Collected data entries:
=======

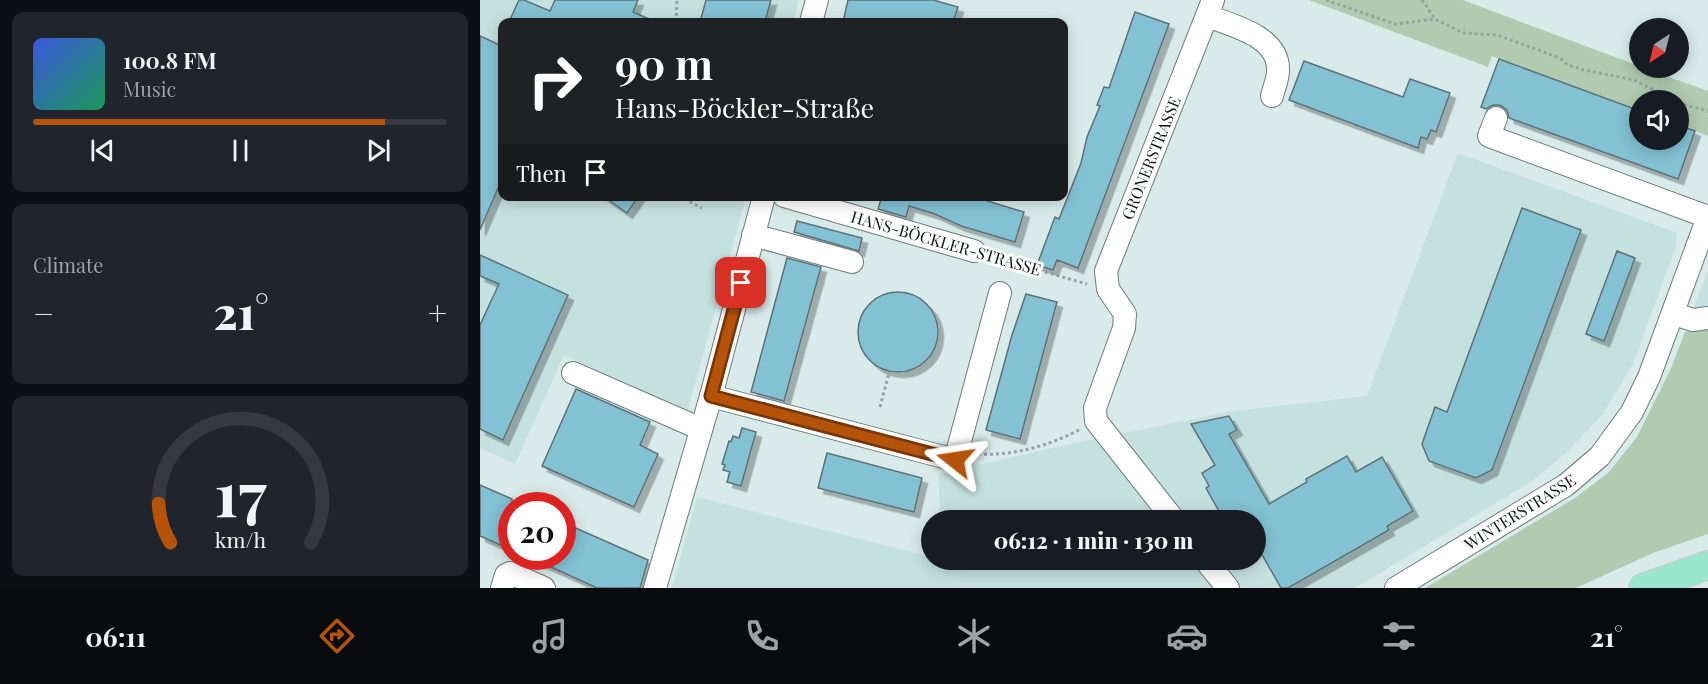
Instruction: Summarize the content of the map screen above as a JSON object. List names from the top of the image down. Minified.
{"streets":{"street":["GRONERSTRASSE","HANS-BÖCKLER-STRASSE","WINTERSTRASSE"]},"crossings":[["GRONERSTRASSE","HANS-BÖCKLER-STRASSE"]],"north":"bottom left","page":{"turn":["90 m","Hans-Böckler-Straße"],"song":["100.8 FM","Music"],"then":"Then","tile":"Climate","heat":["−","21°","+"],"limit":"20","trip":"06:12 · 1 min · 130 m","tabs":["06:11","21°"],"gauge":["17","km/h"]}}
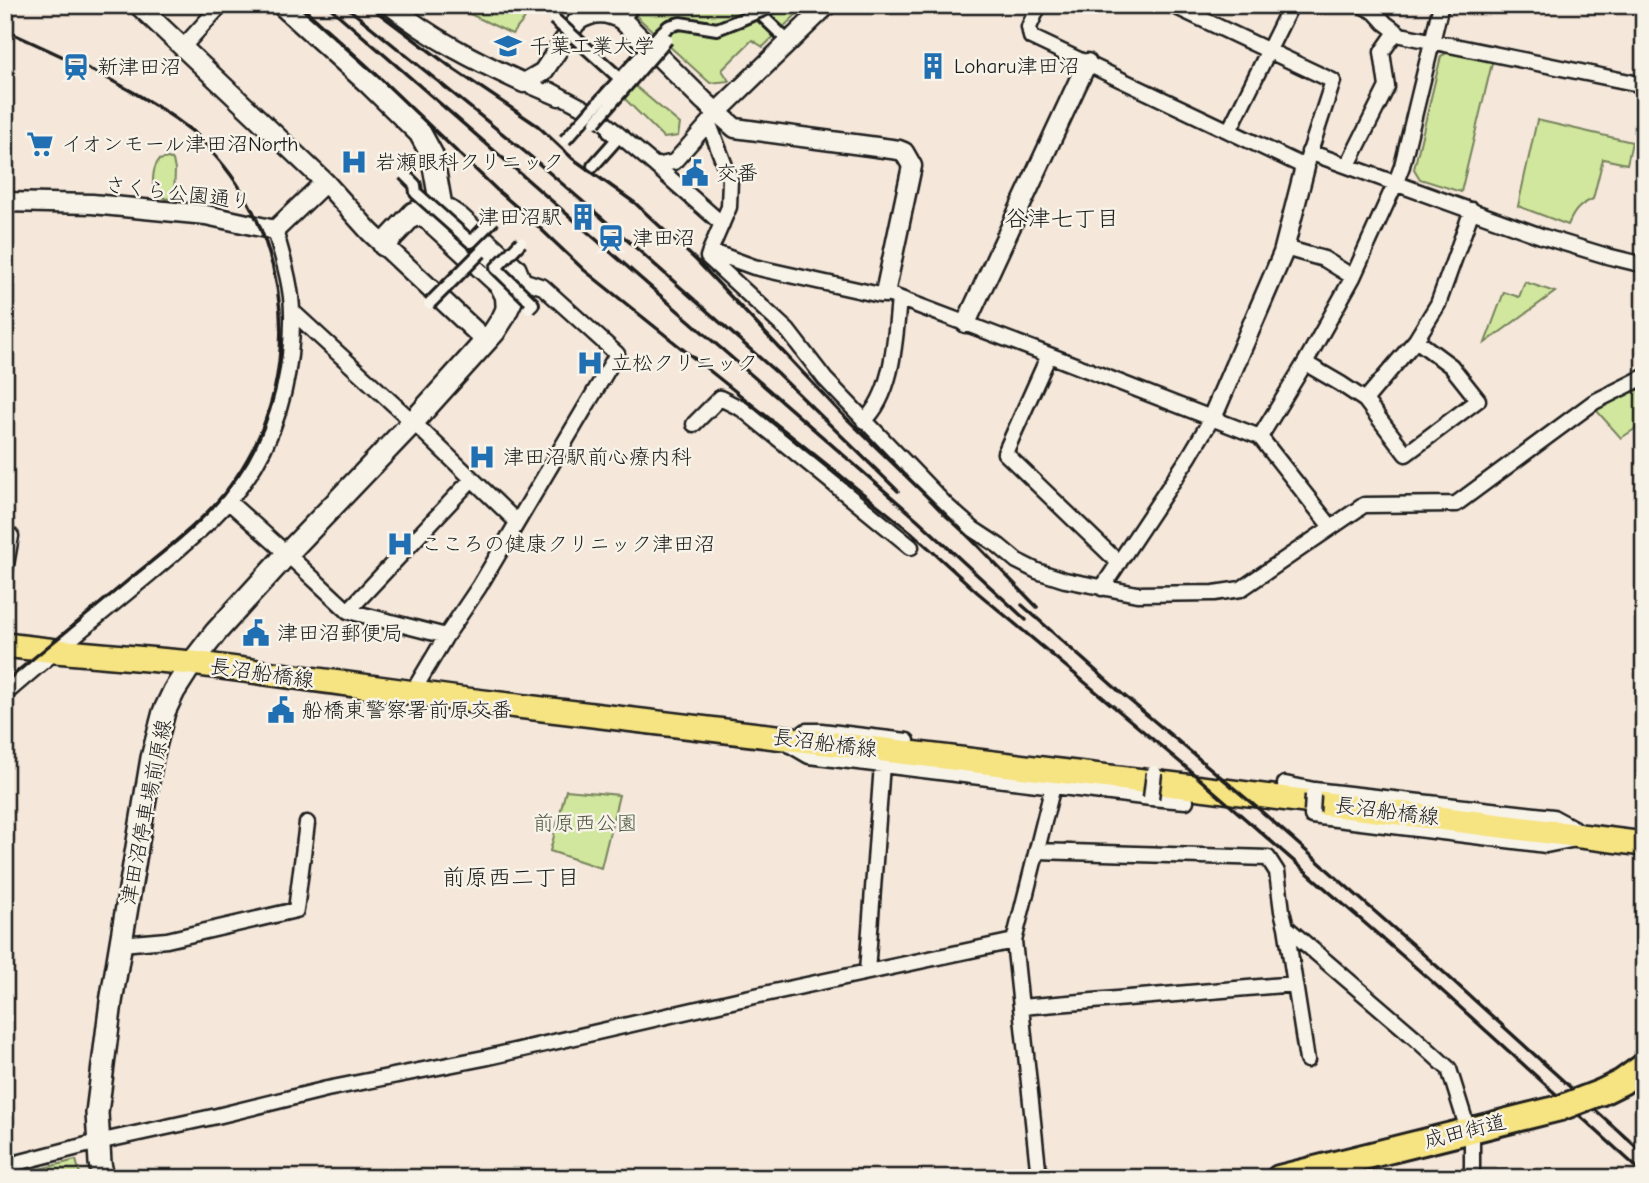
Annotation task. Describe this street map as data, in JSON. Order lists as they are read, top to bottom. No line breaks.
{"streets":{"highway":["成田街道"],"main road":["長沼船橋線","津田沼停車場前原線"],"street":["さくら公園通り"]},"crossings":[["長沼船橋線","津田沼停車場前原線"]],"districts":["谷津七丁目","前原西二丁目"],"parks":["前原西公園"],"places":{"school or university":["千葉工業大学"],"building":["Loharu津田沼","津田沼駅"],"station":["新津田沼","津田沼"],"supermarket":["イオンモール津田沼North"],"hospital":["岩瀬眼科クリニック","立松クリニック","津田沼駅前心療内科","こころの健康クリニック津田沼"],"public building":["交番","津田沼郵便局","船橋東警察署前原交番"]}}
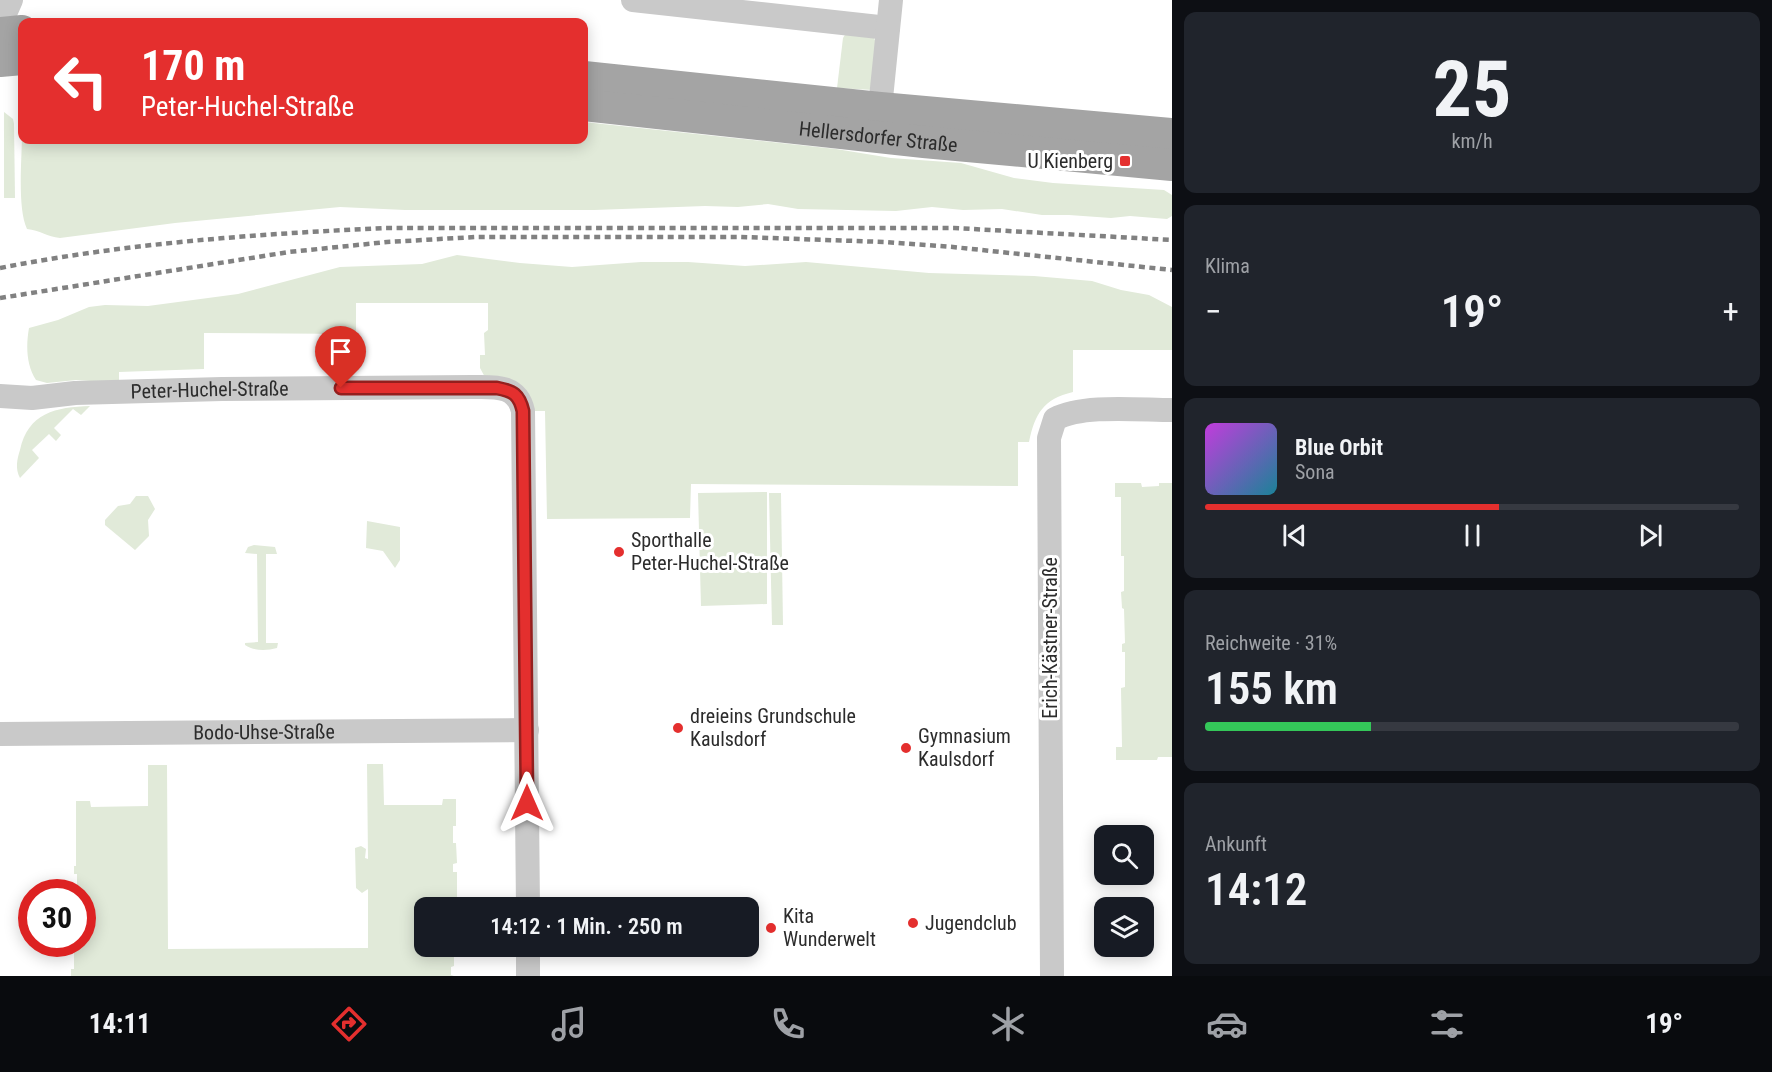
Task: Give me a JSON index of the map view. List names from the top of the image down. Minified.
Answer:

=======

__Exercise brief__.
Set down every record exactly, without the pictures.

__Written answer__.
Instruction: Summarize the content of the map screen above as a JSON object. List names from the top of the image down. Minified.
{"streets":{"street":["GRONERSTRASSE","HANS-BÖCKLER-STRASSE","WINTERSTRASSE"]},"crossings":[["GRONERSTRASSE","HANS-BÖCKLER-STRASSE"]],"north":"bottom left","page":{"turn":["90 m","Hans-Böckler-Straße"],"song":["100.8 FM","Music"],"then":"Then","tile":"Climate","heat":["−","21°","+"],"limit":"20","trip":"06:12 · 1 min · 130 m","tabs":["06:11","21°"],"gauge":["17","km/h"]}}
Annotation task. Describe this street map as data, in JSON. Order lists as they are read, top to bottom. No line breaks.
{"streets":{"highway":["成田街道"],"main road":["長沼船橋線","津田沼停車場前原線"],"street":["さくら公園通り"]},"crossings":[["長沼船橋線","津田沼停車場前原線"]],"districts":["谷津七丁目","前原西二丁目"],"parks":["前原西公園"],"places":{"school or university":["千葉工業大学"],"building":["Loharu津田沼","津田沼駅"],"station":["新津田沼","津田沼"],"supermarket":["イオンモール津田沼North"],"hospital":["岩瀬眼科クリニック","立松クリニック","津田沼駅前心療内科","こころの健康クリニック津田沼"],"public building":["交番","津田沼郵便局","船橋東警察署前原交番"]}}
Task: Give me a JSON index of the map view. List names from the top of the image down. Minified.
Answer:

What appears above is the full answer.